:: SUPPLIED DATA ::

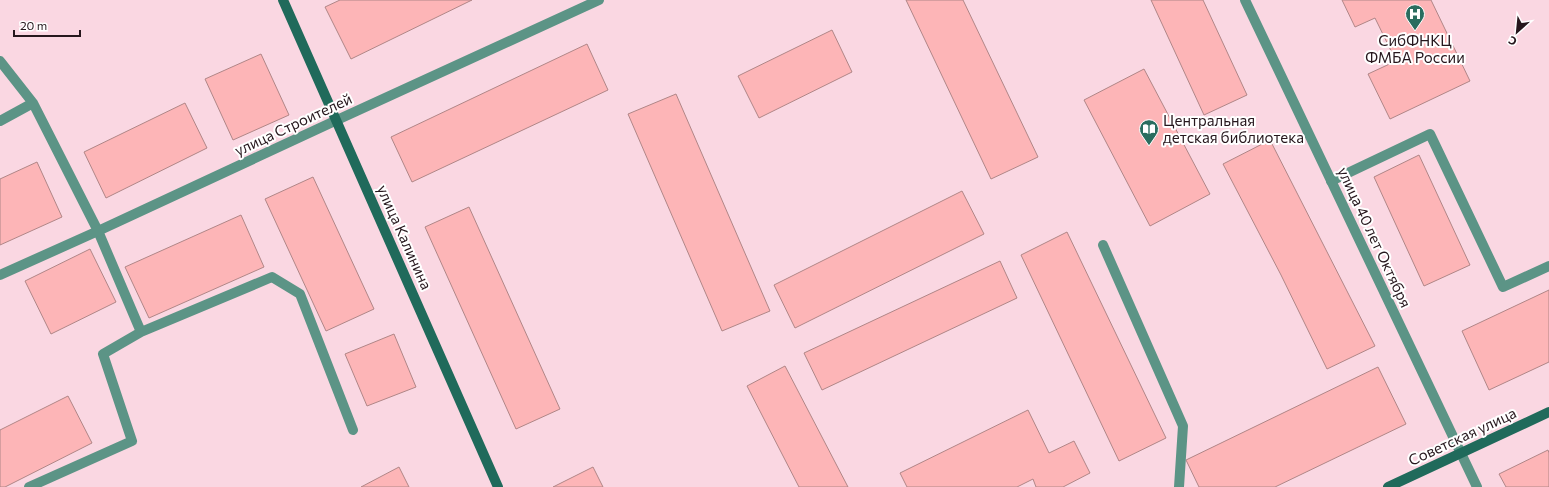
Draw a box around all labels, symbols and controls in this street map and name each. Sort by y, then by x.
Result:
hospital icon: СибФНКЦ ФМБА России [1404,3,1426,31]
scale bar [14,12,80,38]
north arrow [1497,12,1537,52]
text: 20 m [20,18,47,32]
place label: СибФНКЦ ФМБА России [1365,31,1465,66]
text: С [1506,34,1519,49]
street label: улица Строителей [231,89,355,159]
place label: Центральная детская библиотека [1163,111,1304,146]
library icon: Центральная детская библиотека [1138,118,1160,146]
street label: улица 40 лет Октября [1335,164,1415,310]
street label: улица Калинина [374,182,436,292]
street label: Советская улица [1405,403,1519,469]

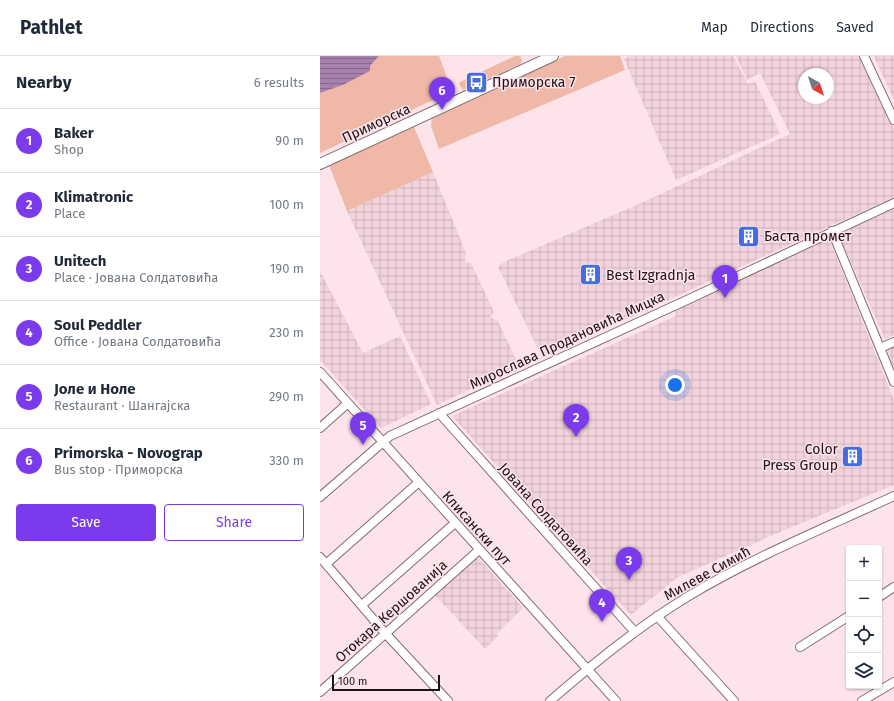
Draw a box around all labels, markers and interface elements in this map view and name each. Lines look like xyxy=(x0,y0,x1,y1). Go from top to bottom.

:::

• **EXERCISE DESCRIPTION**
Find every line in the records that has the word "around". Copy those lines.

• **EXERCISE RESPONSE**
Draw a box around all labels, symbols and controls in this street map and name each. Sort by y, then by x.
Draw a box around all labels, markers and interface elements in this map view and name each. Lines look like xyxy=(x0,y0,x1,y1). Go from top to bottom.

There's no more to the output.